- Other names: BBE, Bickerstaff's encephalitis; Bickerstaff's syndrome.
- Specialty: Neurology
- Symptoms: Drowsiness, gait disturbances, and diplopia.
- Diagnostic method: Anamnestic, clinical, and radiological features.
- Differential diagnosis: Guillain-Barré syndrome and Miller-Fisher syndrome.
- Treatment: Immunotherapy.

= Bickerstaff brainstem encephalitis =

Bickerstaff brainstem encephalitis is a rare inflammatory disorder of the central nervous system, first described by Edwin Bickerstaff in 1951. It may also affect the peripheral nervous system, and has features in common with both Miller Fisher syndrome and Guillain–Barré syndrome.

== Signs and symptoms ==
The most frequent initial symptoms of Bickerstaff brainstem encephalitis are drowsiness, gait disturbances, and double vision. Throughout the course of the disorder, almost every patient develops ataxia and external ophthalmoplegia. Most patients have disturbances of consciousness such as stupor, drowsiness, or coma. Babinski's sign, facial weakness, pupil abnormalities, bulbar palsy, and nystagmus are also commonly found. Symptoms tend to develop fairly quickly, within one to two days. There have been reports of dysesthesias and limb weakness as the presenting features of Bickerstaff brainstem encephalitis.

==Pathophysiology==
The clinical features and course of the condition, the associated auto-antibodies against relevant antigens, and the response to treatment, all suggest that Bickerstaff brainstem encephalitis is an autoimmune disease. However, each of these criteria fails to fit a substantial proportion of patients, and there is no single test or feature that is diagnostic of Bickerstaff brainstem encephalitis. It is, therefore, possible that a proportion of cases are due to other causes, such as infection or lymphoma, but remain undiagnosed. It is also possible that there is more than one autoimmune disease that can cause an illness that would currently be diagnosed as Bickerstaff's.
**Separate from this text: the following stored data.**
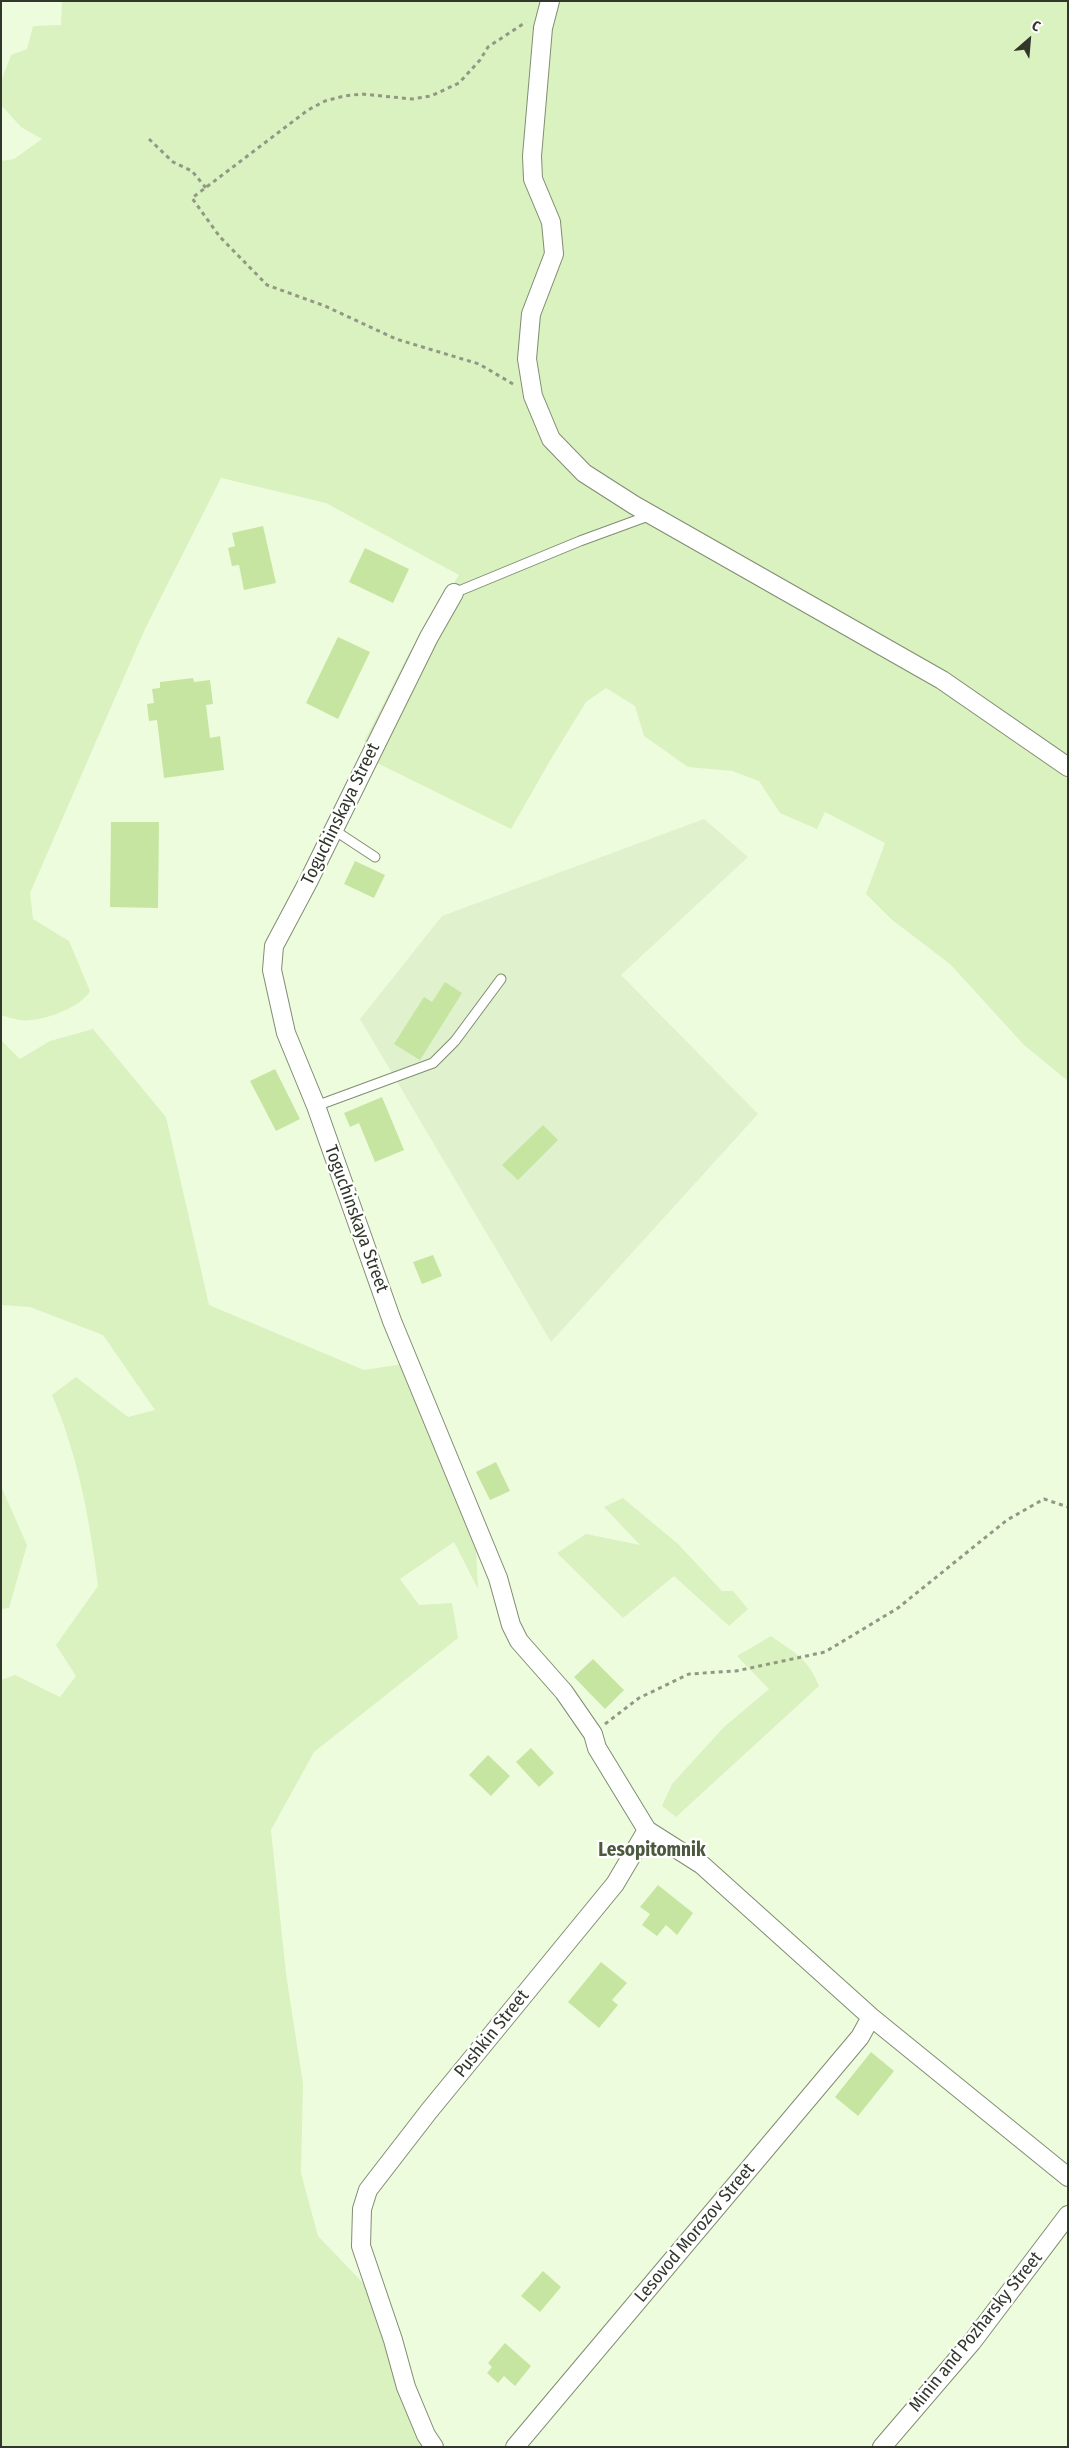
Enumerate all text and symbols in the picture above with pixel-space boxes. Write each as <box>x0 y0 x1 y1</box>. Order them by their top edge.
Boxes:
north arrow <box>1004 15 1054 65</box>
text: С <box>1029 17 1043 35</box>
street label: Toguchinskaya Street <box>297 740 385 888</box>
street label: Toguchinskaya Street <box>319 1142 393 1296</box>
district label: Lesopitomnik <box>598 1840 706 1862</box>
street label: Pushkin Street <box>450 1986 534 2082</box>
street label: Lesovod Morozov Street <box>630 2159 760 2307</box>
street label: Minin and Pozharsky Street <box>905 2248 1047 2416</box>

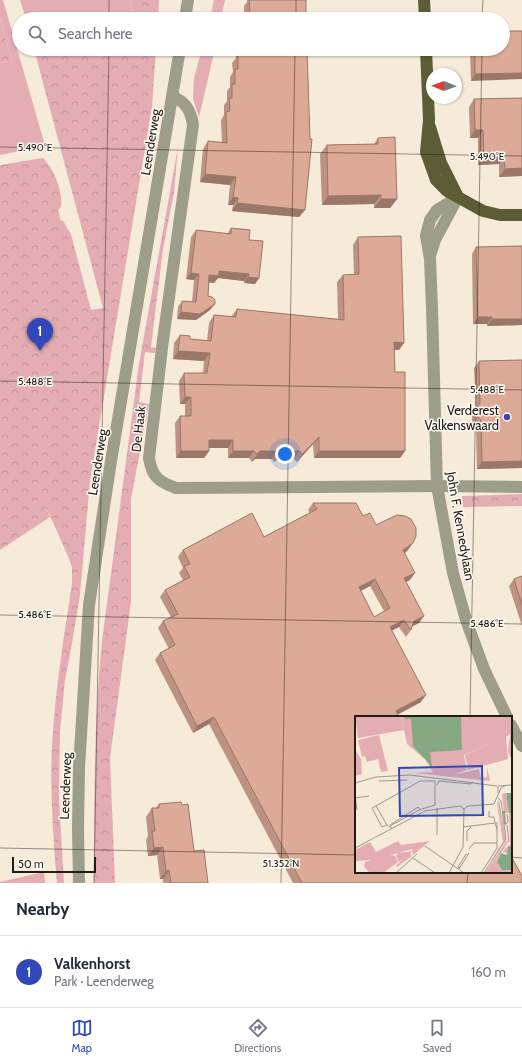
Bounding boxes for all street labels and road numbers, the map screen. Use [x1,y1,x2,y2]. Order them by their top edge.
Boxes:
street label: Leenderweg [137,107,163,177]
street label: De Haak [128,405,148,453]
street label: Leenderweg [84,427,110,497]
street label: John F. Kennedylaan [443,469,478,582]
street label: Leenderweg [56,752,74,820]

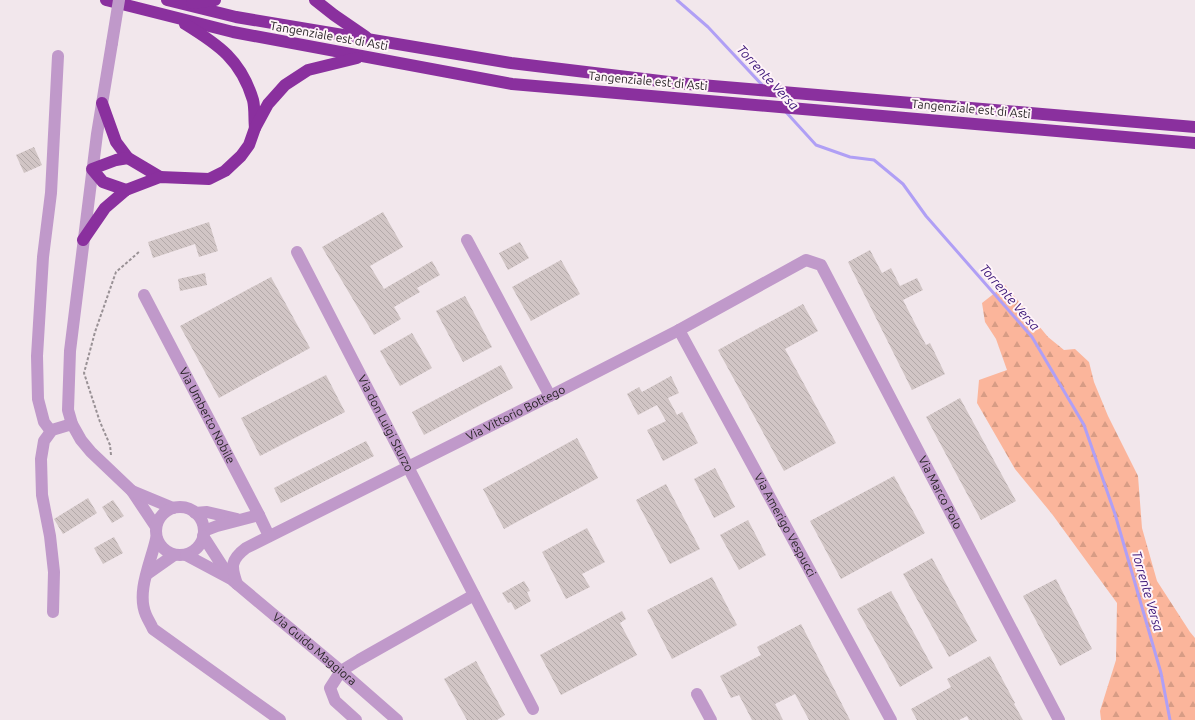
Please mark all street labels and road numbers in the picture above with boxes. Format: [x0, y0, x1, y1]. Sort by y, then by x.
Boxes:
street label: Tangenziale est di Asti [269, 19, 389, 52]
street label: Tangenziale est di Asti [588, 69, 708, 92]
street label: Tangenziale est di Asti [911, 97, 1031, 120]
street label: Via Umberto Nobile [177, 365, 238, 465]
street label: Via don Luigi Sturzo [356, 373, 416, 474]
street label: Via Vittorio Bottego [464, 382, 567, 443]
street label: Via Marco Polo [916, 454, 965, 531]
street label: Via Amerigo Vespucci [752, 471, 819, 579]
street label: Via Guido Maggiora [270, 610, 359, 688]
There is certainly overlap between Guillain–Barré syndrome, Miller Fisher syndrome and Bickerstaff brainstem encephalitis, as well as other conditions associated with anti-ganglioside antibodies, such as chronic ophthalmoplegia with anti-GQ1b antibody and the pharyngo-cervico-brachial variant of GBS.

==Diagnosis==
Anti-GQ1b antibodies have been found in two-thirds of patients with this condition. This antibody is also found in almost all cases of Miller Fisher syndrome. The EEG is often abnormal, but shows only slow wave activity, which also occurs in many other conditions, and so is of limited value in diagnosis. Similarly, raised CSF protein levels and pleocytosis are frequent but non-specific. It was originally thought that raised CSF protein without pleocytosis ('albuminocytological dissociation') was a characteristic feature, as it is in Guillain–Barré syndrome, but this has not been supported in more recent work. In only 30% of cases is an MRI brain scan abnormal. Nerve conduction studies may show an axonal polyneuropathy.

==Treatment==
Most patients reported in the literature have been given treatments suitable for autoimmune neurological diseases, such as plasmapheresis and/or intravenous immunoglobulin, and most have made a good recovery. The condition is too rare for controlled trials to have been undertaken.

==History==
The first cases of Bickerstaff brainstem encephalitis were reported in 1951 by Cloake and Bickerstaff under the name "Mesencephalitis and rhombencephalitis". Edwin Bickerstaff named the disease "brainstem encephalitis" in 1957. The disorder has been known as Bickerstaff's brainstem encephalitis ever since 1978 when Edwin Bickerstaff wrote a review in the Handbook of Clinical Neurology under the name "Brain stem encephalitis (Bickerstaff's encephalitis)".